• **AIM OF THE TASK**
Give again, word for word, only the lines of the material below from its first line through the one that holds "ctx.lineJoin = 'round';"; pictures stay out.

• **RECORDS FOR THE TASK**
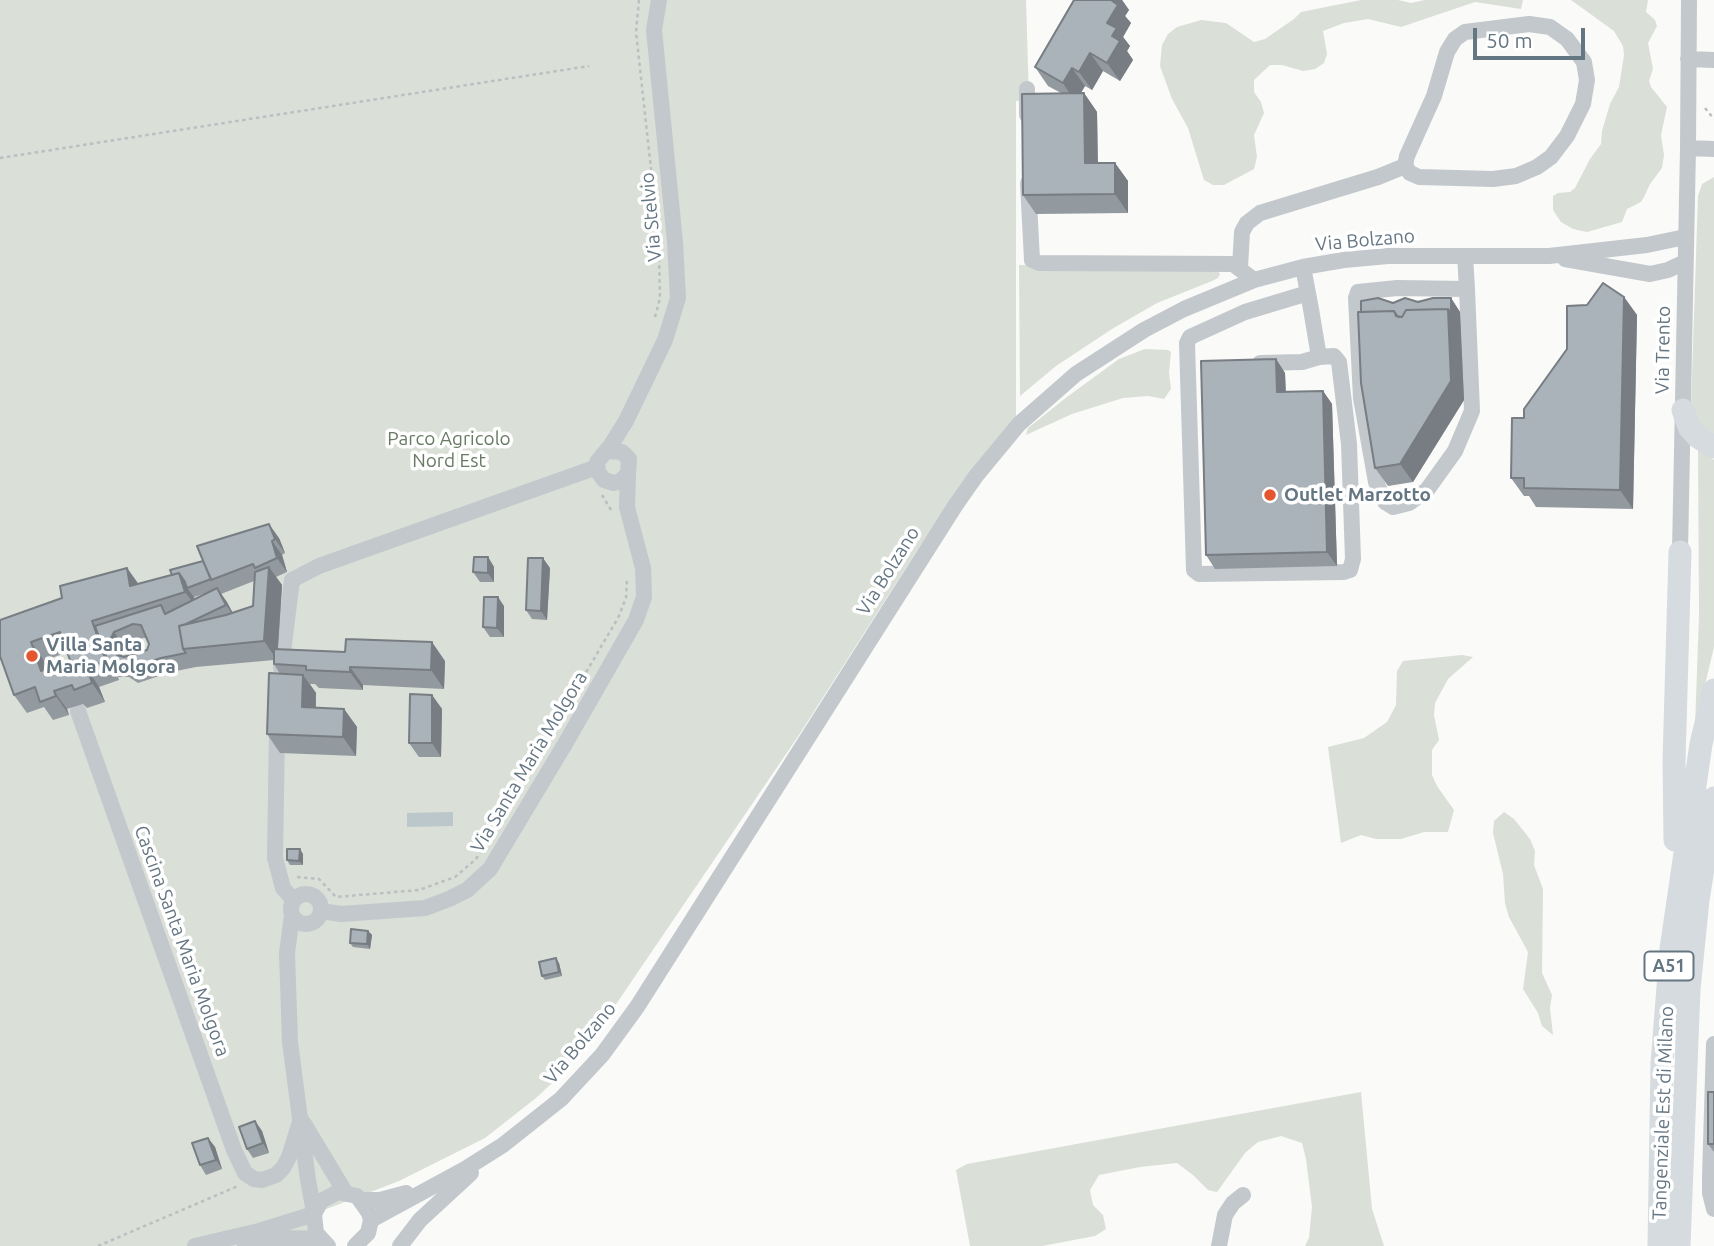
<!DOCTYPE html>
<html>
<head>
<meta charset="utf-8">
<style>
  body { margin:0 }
  #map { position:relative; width:1714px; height:1246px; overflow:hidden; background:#fafaf8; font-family:Ubuntu,sans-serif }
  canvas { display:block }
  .scale { position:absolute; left:1473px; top:28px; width:112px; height:32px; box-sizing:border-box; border:4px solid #657683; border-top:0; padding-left:9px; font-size:21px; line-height:24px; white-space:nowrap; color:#657683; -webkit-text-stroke:5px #fff; paint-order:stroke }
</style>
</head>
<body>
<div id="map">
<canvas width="1714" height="1246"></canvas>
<div class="scale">50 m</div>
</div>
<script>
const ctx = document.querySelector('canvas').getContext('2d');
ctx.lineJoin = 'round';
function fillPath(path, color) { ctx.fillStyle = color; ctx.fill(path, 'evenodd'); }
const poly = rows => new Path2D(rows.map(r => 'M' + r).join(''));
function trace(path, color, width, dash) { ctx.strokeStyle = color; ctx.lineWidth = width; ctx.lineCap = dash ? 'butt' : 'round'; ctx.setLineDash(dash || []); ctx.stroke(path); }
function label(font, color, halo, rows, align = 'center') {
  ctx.font = font + ' Ubuntu,sans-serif'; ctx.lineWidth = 7; ctx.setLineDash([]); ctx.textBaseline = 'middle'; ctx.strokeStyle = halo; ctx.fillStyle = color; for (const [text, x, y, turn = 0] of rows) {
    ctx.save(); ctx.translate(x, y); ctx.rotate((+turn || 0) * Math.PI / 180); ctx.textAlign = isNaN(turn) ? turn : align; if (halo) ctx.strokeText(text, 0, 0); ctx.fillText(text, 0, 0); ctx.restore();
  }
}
fillPath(poly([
  [0,0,1026,0,1029,100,1016,101,1016,418,976,465,916,552,799,735,591,1041,564,1072,536,1098,485,1138,399,1181,311,1215,321,1246,0,1246],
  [1361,0,1398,0,1411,3,1425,0,1523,0,1521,9,1475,2,1401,27,1368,19,1344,23,1323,31,1327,54,1324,63,1315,69,1303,71,1282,65,1270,65,1254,80,1254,92,1261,102,1264,113,1254,135,1257,157,1254,169,1224,185,1213,185,1204,180,1188,128,1172,99,1160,66,1162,45,1168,34,1177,27,1201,20,1226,23,1254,42,1265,39,1294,19,1301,12],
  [1571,0,1648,0,1646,12,1655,20,1657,26,1648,43,1653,69,1649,81,1651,87,1667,107,1661,135,1664,155,1662,168,1650,184,1644,197,1641,202,1627,209,1622,222,1587,232,1573,229,1561,222,1553,210,1553,196,1558,193,1570,192,1575,188,1590,159,1601,144,1602,131,1610,104,1619,87,1624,55,1623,46,1614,31],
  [1714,177,1714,441,1701,432,1691,404,1698,196,1702,184],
  [1019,265,1217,269,1220,274,1218,278,1212,281,1157,303,1112,329,1056,366,1020,396],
  [1145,349,1168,350,1171,352,1169,373,1171,389,1164,399,1148,396,1123,398,1072,414,1026,435,1028,428,1067,397,1119,359],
  [1698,448,1714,460,1714,647,1695,727,1699,615],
  [1462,655,1473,657,1448,679,1435,703,1434,715,1439,740,1432,750,1432,775,1437,786,1454,810,1448,832,1424,832,1401,839,1376,839,1361,835,1341,843,1328,747,1364,738,1387,722,1396,705,1397,671,1403,661],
  [1504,812,1514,819,1530,839,1535,851,1534,865,1543,889,1542,973,1552,995,1550,1008,1553,1035,1542,1026,1538,1013,1523,989,1528,952,1509,917,1505,903,1503,874,1493,833,1494,821],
  [1361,1092,1372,1209,1384,1246,1305,1246,1309,1238,1312,1207,1306,1159,1302,1143,1281,1136,1258,1142,1245,1153,1217,1192,1208,1190,1193,1175,1177,1163,1140,1167,1099,1175,1090,1190,1093,1205,1103,1215,1106,1229,1095,1236,1042,1246,970,1246,956,1170,967,1164]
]), '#dadfd7');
fillPath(poly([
  [453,812,453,826,407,827,407,813]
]), '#bbc7cb');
trace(poly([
  [639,0,636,32,652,178],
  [1705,108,1714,119],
  [0,158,589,66],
  [655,317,660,298,659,257],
  [602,495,611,510],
  [297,877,319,879,336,897,419,890,455,877,476,859,618,618,626,598,627,578],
  [98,1246,238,1186]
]), '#bbbfc2', 2.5, [3.5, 3.5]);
trace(poly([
  [1529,24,1550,27,1567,39,1584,62,1587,80,1583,104,1567,136,1551,157,1537,167,1516,176,1493,179,1419,177,1410,173,1405,166,1407,156,1434,96,1447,52,1455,39,1465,32,1529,24],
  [1688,59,1714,60],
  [1027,89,1027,115],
  [1688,148,1714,149],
  [1028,183,1032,260,1039,263,1233,264,1254,280],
  [1465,256,1467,289,1472,411,1455,451,1427,490,1409,503,1393,507,1385,502,1376,482,1361,398,1356,298,1358,292,1397,288,1467,289],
  [1565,259,1650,274,1668,270,1685,262],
  [1303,267,1311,309,1319,357,1334,356,1339,362,1349,444,1353,559,1350,570,1344,572,1199,574,1194,570,1187,343,1190,337,1245,312,1308,293],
  [1240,268,1242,232,1247,223,1260,213,1378,177,1405,166],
  [1260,363,1302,362,1319,357],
  [607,451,622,452,629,459,628,474,619,482,614,483,604,480,598,472,597,462,611,445,626,421,665,340,678,298,675,242,654,30,659,0],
  [1680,552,1688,148,1689,0],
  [281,668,292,580,319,566,597,467],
  [78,711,234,1150,245,1173,254,1179,262,1180,276,1175,283,1168,289,1157,301,1119],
  [277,729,275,858,283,888,293,900],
  '291 909a15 15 0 1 1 30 0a15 15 0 1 1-30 0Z',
  [321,911,341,914,425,908,449,899,467,890,490,869,565,744,636,620,644,597,643,568,627,507,628,474],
  [292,915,287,953,290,1042,308,1180,314,1212],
  [1714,1044,1710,1177,1710,1193,1714,1209],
  [304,1124,345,1192],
  [362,1200,380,1200,406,1193],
  [371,1220,465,1169,503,1145,561,1099,602,1055,637,1007,955,506,976,476,1019,424,1076,374,1144,330,1184,309,1254,280,1303,267,1344,260,1388,256,1549,256,1647,245,1685,237],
  [245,1245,289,1238,319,1239],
  [195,1246,259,1231,314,1214],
  [328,1246,316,1233,314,1214,321,1201,338,1192,357,1196,369,1213,371,1220,368,1233,355,1246],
  [400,1246,420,1220,471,1173],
  [1219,1246,1225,1215,1233,1203,1243,1195]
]), '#c3c8cc', 16);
trace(poly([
  [1683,410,1689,427,1698,437,1714,447],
  [1675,840,1674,761,1680,552],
  [1659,1246,1662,1063,1671,949,1701,744,1714,690],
  [1679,1246,1689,989,1698,900,1714,798]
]), '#d6dbdf', 23);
fillPath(poly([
  [1074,0,1122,0,1129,10,1125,16,1131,23,1123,37,1130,46,1127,51,1133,60,1120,81,1103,71,1092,90,1085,86,1081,93,1084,93,1097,112,1098,163,1115,163,1128,181,1128,213,1036,214,1023,195,1061,93,1048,86,1035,67],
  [1624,297,1637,315,1633,509,1536,507,1529,496,1524,496,1511,478,1524,418,1567,349,1587,305],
  [1451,298,1460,312,1464,400,1413,482,1388,486,1375,468,1393,303],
  [1276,359,1285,373,1286,392,1323,391,1332,404,1337,566,1215,569,1206,555],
  [279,538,285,553,282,555,287,572,276,577,282,585,278,649,445,661,444,689,363,685,363,690,319,688,315,684,310,684,316,693,316,708,344,709,357,727,356,756,280,753,267,734,280,674,274,664,274,660,196,667,171,672,138,683,129,677,118,677,119,680,99,687,105,702,87,708,83,704,67,709,69,715,53,720,44,707,27,713,14,695,0,656,62,598,127,568,138,584,172,575,203,561],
  [254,581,253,606,233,613,221,594],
  [215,590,194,600,194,597],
  [143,638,147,638,149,644,147,650,122,656,121,652,124,646],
  [67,652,70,660,46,669,44,661],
  [488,557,494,567,494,582,480,582,473,572],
  [550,568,547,620,532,619,526,610],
  [504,606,504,637,490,637,483,627],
  [432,695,442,709,441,757,419,757,409,743],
  [303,854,303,865,290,865,287,860],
  [368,931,372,935,370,949,353,947,350,943],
  [559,963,562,976,545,980,542,976],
  [1714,1092,1714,1152,1708,1144],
  [255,1121,262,1131,269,1153,253,1158,247,1149],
  [208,1138,215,1147,222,1169,206,1175,200,1165]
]), '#929a9f');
fillPath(poly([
  [1111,0,1122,0,1129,10,1125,16,1131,23,1123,37,1130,46,1127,51,1133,60,1120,81,1107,63,1112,36,1107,23],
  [1090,53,1103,71,1092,90,1079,72],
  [1072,68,1085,86,1075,102,1063,83],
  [1084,93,1097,112,1098,182,1085,163],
  [1115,163,1128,181,1128,213,1115,194],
  [1624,297,1637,315,1633,509,1620,490],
  [1451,298,1460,312,1464,400,1413,482,1400,464],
  [1276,359,1285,373,1286,406,1277,392],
  [1323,391,1332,404,1337,566,1327,552],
  [269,524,279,538,285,553,275,539],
  [272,541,282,555,287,572,277,558],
  [488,557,494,567,494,582,488,573],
  [543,558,550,568,547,620,541,611],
  [269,567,282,585,277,660,264,641],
  [127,568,140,586,130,586],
  [179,573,189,587,187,588,194,597,198,610,185,592],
  [217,588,227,602,236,619,226,605],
  [498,597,504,606,504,637,497,628],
  [92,621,105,640,109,664,119,680,106,661],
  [114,632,124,646,121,652,127,669,117,655,111,638],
  [31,642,44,661,54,689,41,671],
  [432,642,445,661,444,689,431,670],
  [350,667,363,685,363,690,350,672],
  [87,668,99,687,105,702,92,683],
  [303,675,316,693,315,725,302,707],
  [54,691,67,709,69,715,56,696],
  [432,695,442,709,441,757,432,743],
  [344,709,357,727,356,756,343,737],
  [300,849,303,854,303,865,299,861],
  [368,931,372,935,370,949,367,944],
  [556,958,559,963,562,976,559,972],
  [255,1121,262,1131,269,1153,263,1143],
  [208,1138,215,1147,222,1169,216,1160]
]), '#777d82');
const building = poly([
  [1074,0,1111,0,1118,5,1107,23,1117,28,1112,36,1120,41,1107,63,1090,53,1079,72,1072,68,1063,83,1035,67,1074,0],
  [1084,93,1085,163,1115,163,1115,194,1023,195,1022,94,1084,93],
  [1603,283,1624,297,1620,490,1524,488,1524,478,1511,478,1512,418,1524,418,1524,409,1567,349,1567,306,1587,305,1603,283],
  [1378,298,1393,303,1405,298,1418,302,1433,298,1451,298,1451,314,1448,309,1406,310,1402,317,1398,317,1394,311,1361,312,1361,301,1378,298],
  [1448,309,1451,381,1400,464,1375,468,1361,383,1358,312,1394,311,1396,316,1402,317,1406,310,1448,309],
  [1276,359,1277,392,1323,391,1327,552,1206,555,1201,361,1276,359],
  [269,524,275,539,272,541,277,558,255,568,253,564,211,580,197,546,269,524],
  [474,557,488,557,488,573,473,572,474,557],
  [528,558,543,558,541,611,526,610,528,558],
  [203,561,211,579,187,588,185,582,179,573,172,575,170,570,203,561],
  [269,567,264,641,183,649,179,626,226,615,253,606,255,572,269,567],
  [127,568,130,586,179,573,185,592,92,621,106,661,87,668,92,683,74,690,72,685,54,691,56,696,40,702,35,687,14,695,0,656,0,620,62,598,60,586,127,568],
  [60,632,70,660,41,671,31,642,60,632],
  [217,588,226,605,186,624,179,626,183,649,186,653,161,658,128,669,119,663,109,664,95,626,161,605,165,614,217,588],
  [133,624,141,625,149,644,147,650,124,657,117,655,111,638,114,632,133,624],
  [484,597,498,597,497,628,483,627,484,597],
  [346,639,432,642,431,670,350,667,350,672,306,670,306,666,274,664,274,649,345,652,346,639],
  [269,673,303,675,302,707,344,709,343,737,267,734,269,673],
  [410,694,432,695,432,743,409,743,410,694],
  [287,849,300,849,299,861,287,860,287,849],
  [351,929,368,931,367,944,350,943,351,929],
  [556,958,559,972,542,976,539,962,556,958],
  [1708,1092,1714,1092,1714,1144,1708,1144,1708,1092],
  [255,1121,263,1143,247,1149,239,1127,255,1121],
  [208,1138,216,1160,200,1165,192,1143,208,1138]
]);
fillPath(building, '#aab3b9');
trace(building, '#777d82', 2);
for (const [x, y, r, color] of [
  [1270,495,7,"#e4572e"],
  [32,656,7,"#e4572e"]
]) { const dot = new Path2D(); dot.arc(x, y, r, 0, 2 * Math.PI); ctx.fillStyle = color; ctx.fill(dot); trace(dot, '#fff', 2.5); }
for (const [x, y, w] of [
  [1669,966,49]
]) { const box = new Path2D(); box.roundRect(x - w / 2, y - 14.5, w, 29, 5); ctx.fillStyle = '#fff'; ctx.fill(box); trace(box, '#657683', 2); }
label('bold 18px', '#657683', null, [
  ["A51",1669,966]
]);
label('19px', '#657683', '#fff', [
  ["Via Stelvio",651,217,-95],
  ["Via Bolzano",1365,240,-5],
  ["Via Trento",1663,350,-89],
  ["Via Bolzano",888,571,-58],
  ["Via Santa Maria Molgora",529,762,-59],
  ["Cascina Santa Maria Molgora",182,941,70],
  ["Via Bolzano",580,1043,-50],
  ["Tangenziale Est di Milano",1663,1113,-88]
]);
label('19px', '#687a64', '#fff', [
  ["Parco Agricolo",449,439],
  ["Nord Est",449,461]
]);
label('bold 19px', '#657683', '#fff', [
  ["Outlet Marzotto",1284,495],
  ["Villa Santa",46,645],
  ["Maria Molgora",46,667]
], 'left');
</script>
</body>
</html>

• **RESPONSE**
<!DOCTYPE html>
<html>
<head>
<meta charset="utf-8">
<style>
  body { margin:0 }
  #map { position:relative; width:1714px; height:1246px; overflow:hidden; background:#fafaf8; font-family:Ubuntu,sans-serif }
  canvas { display:block }
  .scale { position:absolute; left:1473px; top:28px; width:112px; height:32px; box-sizing:border-box; border:4px solid #657683; border-top:0; padding-left:9px; font-size:21px; line-height:24px; white-space:nowrap; color:#657683; -webkit-text-stroke:5px #fff; paint-order:stroke }
</style>
</head>
<body>
<div id="map">
<canvas width="1714" height="1246"></canvas>
<div class="scale">50 m</div>
</div>
<script>
const ctx = document.querySelector('canvas').getContext('2d');
ctx.lineJoin = 'round';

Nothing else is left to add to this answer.